How can it have been "hiding in plain sight" when it's been common knowledge generally accepted by everyone? The fact that the side which was usually on the offensive for four years lost more men than the defender isn't "uncomfortable", it's plain common sense.
The Germans took the offensive in the West in every year but 1917 and even then counter-attacked continuously throughout Arras, Chemin de Dames, 3rd Ypres and Cambrai. They also attacked in the East every year but 1918 so the contention that they suffered less because they stood on the defensive is unsupportable and always was. Churchill mooted that explanation in
The World Crisis and it has been repeated uncritically ever since.
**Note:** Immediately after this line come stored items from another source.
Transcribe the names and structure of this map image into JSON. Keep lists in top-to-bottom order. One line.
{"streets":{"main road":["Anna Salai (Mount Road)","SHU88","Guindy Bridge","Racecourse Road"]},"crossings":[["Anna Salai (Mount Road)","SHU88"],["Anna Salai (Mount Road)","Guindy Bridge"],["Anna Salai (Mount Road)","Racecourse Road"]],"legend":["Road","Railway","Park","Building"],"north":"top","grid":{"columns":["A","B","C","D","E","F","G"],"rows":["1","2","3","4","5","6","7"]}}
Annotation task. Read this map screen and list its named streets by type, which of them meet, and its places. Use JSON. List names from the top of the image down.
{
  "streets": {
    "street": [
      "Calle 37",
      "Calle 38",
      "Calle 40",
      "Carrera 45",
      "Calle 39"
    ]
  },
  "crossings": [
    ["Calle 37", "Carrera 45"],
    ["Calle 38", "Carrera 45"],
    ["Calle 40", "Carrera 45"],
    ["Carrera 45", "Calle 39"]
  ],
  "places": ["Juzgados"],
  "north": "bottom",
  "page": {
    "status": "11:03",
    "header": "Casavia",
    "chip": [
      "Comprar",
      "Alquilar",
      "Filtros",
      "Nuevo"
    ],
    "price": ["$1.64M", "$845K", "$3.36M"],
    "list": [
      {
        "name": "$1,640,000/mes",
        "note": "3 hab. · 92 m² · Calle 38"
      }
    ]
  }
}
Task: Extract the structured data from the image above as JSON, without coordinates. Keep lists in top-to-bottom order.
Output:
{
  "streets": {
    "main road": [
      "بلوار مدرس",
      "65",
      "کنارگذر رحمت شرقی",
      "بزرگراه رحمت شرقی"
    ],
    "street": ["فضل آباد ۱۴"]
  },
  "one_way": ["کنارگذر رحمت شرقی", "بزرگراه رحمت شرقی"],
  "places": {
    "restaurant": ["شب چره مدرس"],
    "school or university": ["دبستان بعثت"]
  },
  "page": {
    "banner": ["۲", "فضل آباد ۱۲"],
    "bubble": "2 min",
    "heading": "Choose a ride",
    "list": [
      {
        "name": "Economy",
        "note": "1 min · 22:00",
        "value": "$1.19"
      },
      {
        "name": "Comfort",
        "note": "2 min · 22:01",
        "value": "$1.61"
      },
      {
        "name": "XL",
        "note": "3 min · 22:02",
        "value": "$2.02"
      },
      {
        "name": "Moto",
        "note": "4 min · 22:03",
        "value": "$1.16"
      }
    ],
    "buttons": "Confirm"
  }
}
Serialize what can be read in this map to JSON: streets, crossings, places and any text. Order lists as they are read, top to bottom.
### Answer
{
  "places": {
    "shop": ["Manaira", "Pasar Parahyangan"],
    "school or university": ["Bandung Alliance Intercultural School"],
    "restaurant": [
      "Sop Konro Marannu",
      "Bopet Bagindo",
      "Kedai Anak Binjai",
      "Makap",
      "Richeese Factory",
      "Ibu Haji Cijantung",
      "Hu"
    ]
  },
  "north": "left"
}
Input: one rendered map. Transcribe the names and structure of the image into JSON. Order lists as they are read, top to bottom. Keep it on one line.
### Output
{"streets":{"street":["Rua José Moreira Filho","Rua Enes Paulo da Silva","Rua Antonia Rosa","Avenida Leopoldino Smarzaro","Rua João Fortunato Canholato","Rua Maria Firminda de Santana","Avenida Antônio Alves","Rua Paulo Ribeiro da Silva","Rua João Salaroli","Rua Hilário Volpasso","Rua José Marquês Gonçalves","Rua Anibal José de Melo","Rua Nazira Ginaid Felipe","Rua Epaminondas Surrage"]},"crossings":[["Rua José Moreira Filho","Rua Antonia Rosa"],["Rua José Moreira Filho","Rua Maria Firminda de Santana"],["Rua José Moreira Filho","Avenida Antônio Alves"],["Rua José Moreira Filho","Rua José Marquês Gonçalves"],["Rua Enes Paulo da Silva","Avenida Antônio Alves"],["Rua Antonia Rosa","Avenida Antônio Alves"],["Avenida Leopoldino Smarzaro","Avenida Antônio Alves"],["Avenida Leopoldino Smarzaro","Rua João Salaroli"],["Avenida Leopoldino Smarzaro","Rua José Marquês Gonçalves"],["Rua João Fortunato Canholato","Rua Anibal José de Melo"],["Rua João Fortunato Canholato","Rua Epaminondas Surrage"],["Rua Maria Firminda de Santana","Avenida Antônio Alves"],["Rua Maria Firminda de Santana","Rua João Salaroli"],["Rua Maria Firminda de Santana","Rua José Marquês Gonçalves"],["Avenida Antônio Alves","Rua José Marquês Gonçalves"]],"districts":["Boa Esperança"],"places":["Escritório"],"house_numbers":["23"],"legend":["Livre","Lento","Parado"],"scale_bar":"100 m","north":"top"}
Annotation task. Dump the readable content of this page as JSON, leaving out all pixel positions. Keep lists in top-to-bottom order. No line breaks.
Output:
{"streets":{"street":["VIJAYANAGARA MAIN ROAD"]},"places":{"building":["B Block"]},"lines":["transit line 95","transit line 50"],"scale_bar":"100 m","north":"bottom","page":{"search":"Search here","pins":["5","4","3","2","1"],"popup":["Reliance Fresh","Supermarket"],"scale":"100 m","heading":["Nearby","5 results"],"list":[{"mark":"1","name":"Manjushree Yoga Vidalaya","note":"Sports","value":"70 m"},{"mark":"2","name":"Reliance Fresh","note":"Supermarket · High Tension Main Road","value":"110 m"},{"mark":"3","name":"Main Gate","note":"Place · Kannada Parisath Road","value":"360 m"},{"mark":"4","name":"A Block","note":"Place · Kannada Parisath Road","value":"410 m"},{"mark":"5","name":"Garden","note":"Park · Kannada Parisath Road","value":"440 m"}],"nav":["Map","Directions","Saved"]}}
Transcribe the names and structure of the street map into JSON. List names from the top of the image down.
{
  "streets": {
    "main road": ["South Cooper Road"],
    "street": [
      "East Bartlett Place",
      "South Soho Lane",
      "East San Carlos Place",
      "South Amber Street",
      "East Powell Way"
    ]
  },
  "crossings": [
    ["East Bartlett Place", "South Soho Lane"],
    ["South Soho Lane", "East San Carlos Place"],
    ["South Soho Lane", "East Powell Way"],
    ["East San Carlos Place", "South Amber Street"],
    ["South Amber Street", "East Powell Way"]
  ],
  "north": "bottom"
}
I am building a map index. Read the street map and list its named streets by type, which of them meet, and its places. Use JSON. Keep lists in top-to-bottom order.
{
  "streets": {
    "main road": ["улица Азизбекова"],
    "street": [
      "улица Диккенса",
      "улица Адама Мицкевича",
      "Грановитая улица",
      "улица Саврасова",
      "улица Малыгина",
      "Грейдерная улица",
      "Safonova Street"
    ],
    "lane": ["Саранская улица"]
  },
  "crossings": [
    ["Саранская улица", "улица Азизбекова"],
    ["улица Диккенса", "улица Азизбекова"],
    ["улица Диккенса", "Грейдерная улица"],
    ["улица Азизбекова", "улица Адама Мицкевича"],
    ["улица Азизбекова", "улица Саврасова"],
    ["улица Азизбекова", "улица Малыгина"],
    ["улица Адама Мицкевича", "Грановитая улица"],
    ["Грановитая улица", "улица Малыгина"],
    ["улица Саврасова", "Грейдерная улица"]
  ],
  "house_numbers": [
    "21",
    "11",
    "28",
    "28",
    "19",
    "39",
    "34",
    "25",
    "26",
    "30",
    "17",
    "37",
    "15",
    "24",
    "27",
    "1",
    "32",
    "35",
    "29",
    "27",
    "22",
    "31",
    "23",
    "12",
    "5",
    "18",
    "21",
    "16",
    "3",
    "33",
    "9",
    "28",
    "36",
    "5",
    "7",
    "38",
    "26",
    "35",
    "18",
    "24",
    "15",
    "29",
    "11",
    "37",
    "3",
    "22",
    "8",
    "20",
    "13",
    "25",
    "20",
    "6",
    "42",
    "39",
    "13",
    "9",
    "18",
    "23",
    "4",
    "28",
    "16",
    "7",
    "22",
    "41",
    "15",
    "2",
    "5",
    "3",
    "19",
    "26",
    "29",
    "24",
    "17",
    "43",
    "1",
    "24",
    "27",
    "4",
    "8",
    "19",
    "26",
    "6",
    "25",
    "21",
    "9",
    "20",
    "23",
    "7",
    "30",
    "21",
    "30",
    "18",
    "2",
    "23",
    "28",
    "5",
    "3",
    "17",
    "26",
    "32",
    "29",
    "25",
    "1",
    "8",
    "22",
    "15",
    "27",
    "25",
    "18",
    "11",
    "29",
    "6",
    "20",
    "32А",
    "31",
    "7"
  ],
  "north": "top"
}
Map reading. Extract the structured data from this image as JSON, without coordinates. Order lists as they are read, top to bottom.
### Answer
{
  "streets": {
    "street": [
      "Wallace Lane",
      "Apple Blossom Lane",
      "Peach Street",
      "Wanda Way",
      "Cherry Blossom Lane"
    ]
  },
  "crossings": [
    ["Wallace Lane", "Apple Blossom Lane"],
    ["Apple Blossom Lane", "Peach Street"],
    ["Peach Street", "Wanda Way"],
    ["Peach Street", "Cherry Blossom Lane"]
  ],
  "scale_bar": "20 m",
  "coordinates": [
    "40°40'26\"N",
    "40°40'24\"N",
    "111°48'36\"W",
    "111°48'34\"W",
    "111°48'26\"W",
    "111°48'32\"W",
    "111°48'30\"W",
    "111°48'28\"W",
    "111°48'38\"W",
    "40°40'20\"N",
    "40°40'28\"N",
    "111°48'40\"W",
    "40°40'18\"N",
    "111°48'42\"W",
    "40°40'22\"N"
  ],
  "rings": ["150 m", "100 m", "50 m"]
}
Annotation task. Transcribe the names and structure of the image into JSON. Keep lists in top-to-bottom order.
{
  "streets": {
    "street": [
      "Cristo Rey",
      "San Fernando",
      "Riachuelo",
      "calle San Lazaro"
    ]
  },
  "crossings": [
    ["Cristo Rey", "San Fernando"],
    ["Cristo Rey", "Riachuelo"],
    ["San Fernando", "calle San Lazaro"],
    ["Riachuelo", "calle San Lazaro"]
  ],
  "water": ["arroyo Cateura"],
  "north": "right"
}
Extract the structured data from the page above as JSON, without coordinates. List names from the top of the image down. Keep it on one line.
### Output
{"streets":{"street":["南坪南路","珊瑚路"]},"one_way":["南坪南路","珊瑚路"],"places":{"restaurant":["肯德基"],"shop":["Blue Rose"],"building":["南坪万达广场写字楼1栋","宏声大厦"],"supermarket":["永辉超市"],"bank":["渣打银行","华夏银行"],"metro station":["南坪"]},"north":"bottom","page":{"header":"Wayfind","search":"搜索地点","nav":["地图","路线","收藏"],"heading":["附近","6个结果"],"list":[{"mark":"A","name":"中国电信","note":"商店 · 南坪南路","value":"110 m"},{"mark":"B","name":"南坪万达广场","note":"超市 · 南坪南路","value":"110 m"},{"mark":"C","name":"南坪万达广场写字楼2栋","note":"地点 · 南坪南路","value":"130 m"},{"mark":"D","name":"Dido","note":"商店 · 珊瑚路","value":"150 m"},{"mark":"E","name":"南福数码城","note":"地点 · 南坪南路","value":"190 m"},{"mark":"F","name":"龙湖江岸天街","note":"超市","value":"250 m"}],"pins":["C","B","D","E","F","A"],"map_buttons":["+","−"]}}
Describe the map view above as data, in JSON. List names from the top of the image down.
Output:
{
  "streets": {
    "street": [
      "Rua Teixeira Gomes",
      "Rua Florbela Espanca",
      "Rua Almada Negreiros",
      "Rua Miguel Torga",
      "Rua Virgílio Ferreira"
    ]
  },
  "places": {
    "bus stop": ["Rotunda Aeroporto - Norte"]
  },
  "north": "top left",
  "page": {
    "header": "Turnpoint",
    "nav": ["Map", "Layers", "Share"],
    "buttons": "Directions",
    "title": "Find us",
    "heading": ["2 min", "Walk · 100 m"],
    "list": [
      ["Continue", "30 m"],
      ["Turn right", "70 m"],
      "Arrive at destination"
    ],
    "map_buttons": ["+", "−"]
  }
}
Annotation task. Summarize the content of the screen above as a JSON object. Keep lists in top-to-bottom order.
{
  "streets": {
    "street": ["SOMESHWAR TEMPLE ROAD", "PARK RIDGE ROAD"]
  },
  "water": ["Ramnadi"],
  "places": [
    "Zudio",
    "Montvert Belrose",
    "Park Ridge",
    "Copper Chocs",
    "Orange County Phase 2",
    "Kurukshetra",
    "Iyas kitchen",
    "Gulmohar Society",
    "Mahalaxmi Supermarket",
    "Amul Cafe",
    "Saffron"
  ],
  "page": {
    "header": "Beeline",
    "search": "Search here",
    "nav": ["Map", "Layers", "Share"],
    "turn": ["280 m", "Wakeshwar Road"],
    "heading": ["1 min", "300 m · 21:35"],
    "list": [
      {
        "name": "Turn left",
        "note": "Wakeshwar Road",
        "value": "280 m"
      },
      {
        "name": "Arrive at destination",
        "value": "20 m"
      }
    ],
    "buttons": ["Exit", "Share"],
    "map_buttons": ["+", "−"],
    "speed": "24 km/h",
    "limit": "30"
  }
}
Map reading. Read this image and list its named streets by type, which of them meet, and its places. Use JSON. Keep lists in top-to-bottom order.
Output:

Hence the disparity in casualties has been a blinding glimpse of the obvious since Maginot first spoke of it
during the Battle of Verdun but few English language writers have looked further for a reason than Churchill's shallow and demonstratably inaccurate assessment.
For what it's worth I do not believe that Mosier provides the Last Word on the Great War or the casualty controversy or that there will ever be a diffinitive and entirely accurate study of WW1. He represents a source,
Myth of the Great War resides happily on my shelves beside
Haig, The Educated Soldier just as John Laffen sits in harmony along side Robin Niellands. Now you even have me looking for Scott Stephenson's book
The Final Battle. Thanks.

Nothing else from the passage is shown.